> [Your goal]
Only the lines with the string "shadow" are needed; return each of them from the entries below.
++++++++
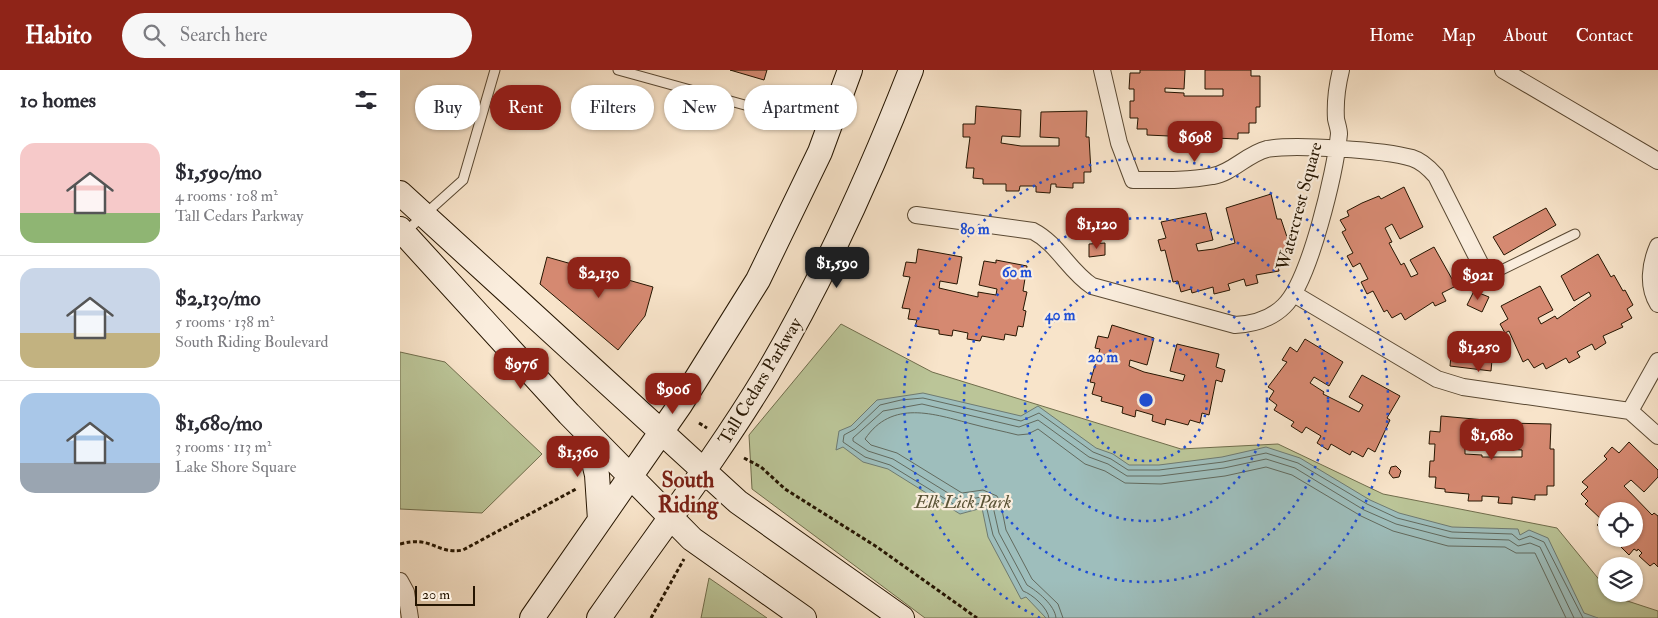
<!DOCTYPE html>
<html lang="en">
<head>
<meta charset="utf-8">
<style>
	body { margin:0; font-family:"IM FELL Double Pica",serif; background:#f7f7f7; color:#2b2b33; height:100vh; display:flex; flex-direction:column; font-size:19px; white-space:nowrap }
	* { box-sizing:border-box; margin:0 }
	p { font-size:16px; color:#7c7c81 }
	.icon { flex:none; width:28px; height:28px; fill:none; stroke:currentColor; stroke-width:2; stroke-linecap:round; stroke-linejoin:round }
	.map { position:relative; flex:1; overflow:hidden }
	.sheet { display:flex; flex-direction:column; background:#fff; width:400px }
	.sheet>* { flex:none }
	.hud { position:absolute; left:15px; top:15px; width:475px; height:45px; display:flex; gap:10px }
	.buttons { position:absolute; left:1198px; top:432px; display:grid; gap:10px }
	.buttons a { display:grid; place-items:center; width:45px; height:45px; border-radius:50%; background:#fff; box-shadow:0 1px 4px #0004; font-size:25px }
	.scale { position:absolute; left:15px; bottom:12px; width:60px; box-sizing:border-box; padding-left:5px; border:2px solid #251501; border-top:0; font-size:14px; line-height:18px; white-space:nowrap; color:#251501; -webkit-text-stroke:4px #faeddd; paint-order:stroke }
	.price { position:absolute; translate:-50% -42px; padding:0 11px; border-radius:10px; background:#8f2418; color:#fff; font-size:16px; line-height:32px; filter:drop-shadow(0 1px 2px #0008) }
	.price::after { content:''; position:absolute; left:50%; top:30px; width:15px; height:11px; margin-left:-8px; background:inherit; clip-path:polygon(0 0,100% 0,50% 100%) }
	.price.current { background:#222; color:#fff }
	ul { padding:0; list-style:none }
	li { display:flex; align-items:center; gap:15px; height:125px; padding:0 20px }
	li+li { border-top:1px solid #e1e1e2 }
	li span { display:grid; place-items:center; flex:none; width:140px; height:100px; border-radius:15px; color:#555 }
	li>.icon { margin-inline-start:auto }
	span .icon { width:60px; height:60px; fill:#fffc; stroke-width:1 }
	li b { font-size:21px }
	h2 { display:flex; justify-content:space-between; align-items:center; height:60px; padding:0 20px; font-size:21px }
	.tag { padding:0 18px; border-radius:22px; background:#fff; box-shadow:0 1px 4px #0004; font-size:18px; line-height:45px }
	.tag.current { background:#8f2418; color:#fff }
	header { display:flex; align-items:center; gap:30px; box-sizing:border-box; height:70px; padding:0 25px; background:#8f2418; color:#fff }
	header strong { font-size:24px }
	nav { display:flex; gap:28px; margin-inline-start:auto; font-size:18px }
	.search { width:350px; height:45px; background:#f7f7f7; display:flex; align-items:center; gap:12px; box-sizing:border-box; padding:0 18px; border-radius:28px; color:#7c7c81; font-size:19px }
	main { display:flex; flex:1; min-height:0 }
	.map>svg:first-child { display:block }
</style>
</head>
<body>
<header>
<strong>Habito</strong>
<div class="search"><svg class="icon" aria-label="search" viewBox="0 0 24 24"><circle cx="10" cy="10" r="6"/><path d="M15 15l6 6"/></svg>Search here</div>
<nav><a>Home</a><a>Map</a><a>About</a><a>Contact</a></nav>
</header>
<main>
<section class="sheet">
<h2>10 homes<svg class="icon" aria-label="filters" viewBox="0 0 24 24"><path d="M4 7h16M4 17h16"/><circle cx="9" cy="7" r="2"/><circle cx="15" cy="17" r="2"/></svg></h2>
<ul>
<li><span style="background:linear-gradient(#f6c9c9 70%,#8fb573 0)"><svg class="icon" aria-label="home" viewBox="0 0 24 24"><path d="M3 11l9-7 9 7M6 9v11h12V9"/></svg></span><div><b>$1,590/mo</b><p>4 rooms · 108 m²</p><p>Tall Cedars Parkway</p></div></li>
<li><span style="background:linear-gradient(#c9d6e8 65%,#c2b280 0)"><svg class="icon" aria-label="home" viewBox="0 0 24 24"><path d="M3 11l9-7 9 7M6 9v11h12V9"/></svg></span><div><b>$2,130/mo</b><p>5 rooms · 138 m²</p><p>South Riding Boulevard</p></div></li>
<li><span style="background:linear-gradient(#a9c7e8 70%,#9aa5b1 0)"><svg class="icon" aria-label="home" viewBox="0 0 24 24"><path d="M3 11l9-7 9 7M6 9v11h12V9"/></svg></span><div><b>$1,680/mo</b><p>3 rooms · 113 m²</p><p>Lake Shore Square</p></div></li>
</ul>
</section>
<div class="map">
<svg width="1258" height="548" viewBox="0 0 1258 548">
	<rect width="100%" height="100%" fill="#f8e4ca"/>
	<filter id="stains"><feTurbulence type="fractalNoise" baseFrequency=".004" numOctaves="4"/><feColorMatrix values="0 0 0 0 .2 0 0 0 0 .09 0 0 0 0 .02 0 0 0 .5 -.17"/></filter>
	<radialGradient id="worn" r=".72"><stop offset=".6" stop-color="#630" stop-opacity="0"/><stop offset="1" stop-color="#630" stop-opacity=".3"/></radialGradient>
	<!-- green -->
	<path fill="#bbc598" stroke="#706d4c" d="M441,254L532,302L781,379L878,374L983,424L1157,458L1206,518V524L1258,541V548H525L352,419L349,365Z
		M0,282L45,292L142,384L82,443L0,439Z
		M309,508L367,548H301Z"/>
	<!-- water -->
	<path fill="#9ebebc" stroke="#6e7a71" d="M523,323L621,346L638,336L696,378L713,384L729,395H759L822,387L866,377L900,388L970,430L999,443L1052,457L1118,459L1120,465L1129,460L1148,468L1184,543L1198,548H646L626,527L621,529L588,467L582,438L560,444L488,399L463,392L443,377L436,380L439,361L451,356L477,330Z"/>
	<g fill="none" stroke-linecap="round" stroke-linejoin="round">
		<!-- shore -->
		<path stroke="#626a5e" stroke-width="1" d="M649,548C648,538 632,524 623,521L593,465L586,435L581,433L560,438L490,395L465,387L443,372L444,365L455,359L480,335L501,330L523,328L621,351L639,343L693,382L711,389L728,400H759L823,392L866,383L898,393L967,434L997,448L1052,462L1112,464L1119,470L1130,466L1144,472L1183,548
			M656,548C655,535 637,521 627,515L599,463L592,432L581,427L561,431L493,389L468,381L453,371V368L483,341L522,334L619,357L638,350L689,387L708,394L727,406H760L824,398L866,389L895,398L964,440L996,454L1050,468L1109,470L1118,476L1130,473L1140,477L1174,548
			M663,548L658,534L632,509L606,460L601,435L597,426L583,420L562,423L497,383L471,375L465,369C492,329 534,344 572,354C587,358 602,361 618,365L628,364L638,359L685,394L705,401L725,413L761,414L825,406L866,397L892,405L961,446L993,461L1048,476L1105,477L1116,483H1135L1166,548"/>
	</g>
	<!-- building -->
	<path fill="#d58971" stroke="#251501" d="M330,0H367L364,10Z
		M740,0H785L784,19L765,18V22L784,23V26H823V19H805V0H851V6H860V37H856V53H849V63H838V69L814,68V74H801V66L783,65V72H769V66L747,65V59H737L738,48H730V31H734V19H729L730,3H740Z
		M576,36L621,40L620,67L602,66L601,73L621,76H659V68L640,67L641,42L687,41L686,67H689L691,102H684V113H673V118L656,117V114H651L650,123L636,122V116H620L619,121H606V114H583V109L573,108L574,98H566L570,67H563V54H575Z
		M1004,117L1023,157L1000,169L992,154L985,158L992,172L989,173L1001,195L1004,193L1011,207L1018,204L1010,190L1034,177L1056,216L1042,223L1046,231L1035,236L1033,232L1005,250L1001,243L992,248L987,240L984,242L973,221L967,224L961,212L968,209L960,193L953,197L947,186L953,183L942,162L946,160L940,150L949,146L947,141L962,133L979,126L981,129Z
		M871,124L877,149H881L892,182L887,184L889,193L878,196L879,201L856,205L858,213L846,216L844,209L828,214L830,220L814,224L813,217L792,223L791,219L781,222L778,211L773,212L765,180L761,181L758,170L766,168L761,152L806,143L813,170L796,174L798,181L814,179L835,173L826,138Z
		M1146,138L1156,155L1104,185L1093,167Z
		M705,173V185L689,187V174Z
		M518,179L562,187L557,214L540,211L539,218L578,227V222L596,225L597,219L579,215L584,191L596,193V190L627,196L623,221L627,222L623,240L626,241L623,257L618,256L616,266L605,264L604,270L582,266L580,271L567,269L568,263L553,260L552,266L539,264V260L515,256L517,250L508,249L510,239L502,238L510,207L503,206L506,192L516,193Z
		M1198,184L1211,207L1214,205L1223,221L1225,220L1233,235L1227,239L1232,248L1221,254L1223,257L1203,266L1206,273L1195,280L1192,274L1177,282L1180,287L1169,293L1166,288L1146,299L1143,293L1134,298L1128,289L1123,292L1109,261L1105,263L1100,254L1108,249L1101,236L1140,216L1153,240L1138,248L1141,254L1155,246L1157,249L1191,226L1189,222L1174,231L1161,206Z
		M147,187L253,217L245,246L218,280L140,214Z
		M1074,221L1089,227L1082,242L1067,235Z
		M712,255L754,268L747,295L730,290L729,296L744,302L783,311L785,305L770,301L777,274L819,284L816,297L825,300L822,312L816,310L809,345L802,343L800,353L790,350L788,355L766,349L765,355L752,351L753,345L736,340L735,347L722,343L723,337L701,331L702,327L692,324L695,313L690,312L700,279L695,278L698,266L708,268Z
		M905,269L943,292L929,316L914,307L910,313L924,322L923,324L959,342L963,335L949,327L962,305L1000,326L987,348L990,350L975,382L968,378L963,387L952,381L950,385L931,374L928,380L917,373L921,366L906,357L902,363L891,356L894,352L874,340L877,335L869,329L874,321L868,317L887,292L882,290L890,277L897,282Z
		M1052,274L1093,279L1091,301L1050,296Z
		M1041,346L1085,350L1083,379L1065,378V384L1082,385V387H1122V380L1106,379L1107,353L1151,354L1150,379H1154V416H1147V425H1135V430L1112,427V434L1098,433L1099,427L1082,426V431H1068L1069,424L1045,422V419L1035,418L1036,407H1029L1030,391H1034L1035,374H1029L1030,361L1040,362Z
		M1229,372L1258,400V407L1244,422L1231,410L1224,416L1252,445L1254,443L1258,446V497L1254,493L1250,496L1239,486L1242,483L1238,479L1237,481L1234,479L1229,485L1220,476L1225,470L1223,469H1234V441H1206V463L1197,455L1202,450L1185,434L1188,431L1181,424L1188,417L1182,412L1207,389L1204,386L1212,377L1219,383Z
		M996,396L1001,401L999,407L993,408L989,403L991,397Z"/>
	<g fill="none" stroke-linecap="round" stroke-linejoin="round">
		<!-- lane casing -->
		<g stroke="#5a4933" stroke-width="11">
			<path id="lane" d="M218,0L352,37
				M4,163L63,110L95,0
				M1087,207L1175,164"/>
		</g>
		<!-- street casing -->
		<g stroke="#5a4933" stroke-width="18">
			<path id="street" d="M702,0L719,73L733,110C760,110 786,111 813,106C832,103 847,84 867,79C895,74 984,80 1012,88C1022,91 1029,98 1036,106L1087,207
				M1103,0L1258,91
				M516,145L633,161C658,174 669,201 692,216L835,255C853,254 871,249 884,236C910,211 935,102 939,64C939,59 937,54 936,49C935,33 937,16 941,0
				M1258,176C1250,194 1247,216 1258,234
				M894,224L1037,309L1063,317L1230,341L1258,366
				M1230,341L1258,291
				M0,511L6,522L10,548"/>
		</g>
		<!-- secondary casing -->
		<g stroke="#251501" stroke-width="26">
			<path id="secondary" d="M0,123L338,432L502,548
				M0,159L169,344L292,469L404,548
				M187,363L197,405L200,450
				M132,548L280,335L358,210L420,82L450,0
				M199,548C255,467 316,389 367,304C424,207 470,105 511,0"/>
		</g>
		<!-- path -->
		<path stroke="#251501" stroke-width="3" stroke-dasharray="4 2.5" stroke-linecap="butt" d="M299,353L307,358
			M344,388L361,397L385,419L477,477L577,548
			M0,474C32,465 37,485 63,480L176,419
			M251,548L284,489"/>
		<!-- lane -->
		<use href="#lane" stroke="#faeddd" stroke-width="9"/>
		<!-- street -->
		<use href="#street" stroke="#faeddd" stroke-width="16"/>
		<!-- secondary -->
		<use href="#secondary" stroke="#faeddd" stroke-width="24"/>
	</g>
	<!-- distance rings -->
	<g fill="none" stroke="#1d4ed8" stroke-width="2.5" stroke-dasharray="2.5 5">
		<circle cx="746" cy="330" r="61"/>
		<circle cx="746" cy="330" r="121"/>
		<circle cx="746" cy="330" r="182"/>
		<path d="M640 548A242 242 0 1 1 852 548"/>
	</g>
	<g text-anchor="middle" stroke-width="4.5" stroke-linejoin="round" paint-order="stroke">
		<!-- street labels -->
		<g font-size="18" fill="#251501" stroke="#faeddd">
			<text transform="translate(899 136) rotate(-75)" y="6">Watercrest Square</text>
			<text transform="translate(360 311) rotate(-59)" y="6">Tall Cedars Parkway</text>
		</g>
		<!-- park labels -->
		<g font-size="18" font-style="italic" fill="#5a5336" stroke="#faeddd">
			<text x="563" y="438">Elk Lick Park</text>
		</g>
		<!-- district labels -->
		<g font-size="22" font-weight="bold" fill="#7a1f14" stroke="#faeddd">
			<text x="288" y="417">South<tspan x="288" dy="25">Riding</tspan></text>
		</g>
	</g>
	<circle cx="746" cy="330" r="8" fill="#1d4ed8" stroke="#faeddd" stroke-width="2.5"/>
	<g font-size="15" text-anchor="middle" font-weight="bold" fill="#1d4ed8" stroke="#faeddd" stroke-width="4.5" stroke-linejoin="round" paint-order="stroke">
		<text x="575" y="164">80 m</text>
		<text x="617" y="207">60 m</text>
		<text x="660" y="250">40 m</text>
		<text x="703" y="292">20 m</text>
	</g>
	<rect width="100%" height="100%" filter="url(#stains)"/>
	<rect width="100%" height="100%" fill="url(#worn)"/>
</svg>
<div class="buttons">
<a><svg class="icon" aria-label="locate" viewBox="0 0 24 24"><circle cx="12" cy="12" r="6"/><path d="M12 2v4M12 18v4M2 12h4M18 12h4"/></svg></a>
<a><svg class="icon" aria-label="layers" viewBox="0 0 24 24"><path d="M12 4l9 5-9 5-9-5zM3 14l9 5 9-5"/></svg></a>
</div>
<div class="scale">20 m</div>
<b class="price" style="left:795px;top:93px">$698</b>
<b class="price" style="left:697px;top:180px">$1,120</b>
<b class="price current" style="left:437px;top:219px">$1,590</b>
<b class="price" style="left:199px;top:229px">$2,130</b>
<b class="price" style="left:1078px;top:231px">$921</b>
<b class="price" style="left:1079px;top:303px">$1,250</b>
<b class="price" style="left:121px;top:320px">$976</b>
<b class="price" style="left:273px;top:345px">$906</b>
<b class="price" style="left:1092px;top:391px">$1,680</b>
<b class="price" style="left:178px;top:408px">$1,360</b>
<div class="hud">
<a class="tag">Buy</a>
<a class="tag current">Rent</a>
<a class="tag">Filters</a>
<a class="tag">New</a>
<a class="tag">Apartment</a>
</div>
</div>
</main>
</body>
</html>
++++++++
> [Exercise answer]
	.buttons a { display:grid; place-items:center; width:45px; height:45px; border-radius:50%; background:#fff; box-shadow:0 1px 4px #0004; font-size:25px }
	.price { position:absolute; translate:-50% -42px; padding:0 11px; border-radius:10px; background:#8f2418; color:#fff; font-size:16px; line-height:32px; filter:drop-shadow(0 1px 2px #0008) }
	.tag { padding:0 18px; border-radius:22px; background:#fff; box-shadow:0 1px 4px #0004; font-size:18px; line-height:45px }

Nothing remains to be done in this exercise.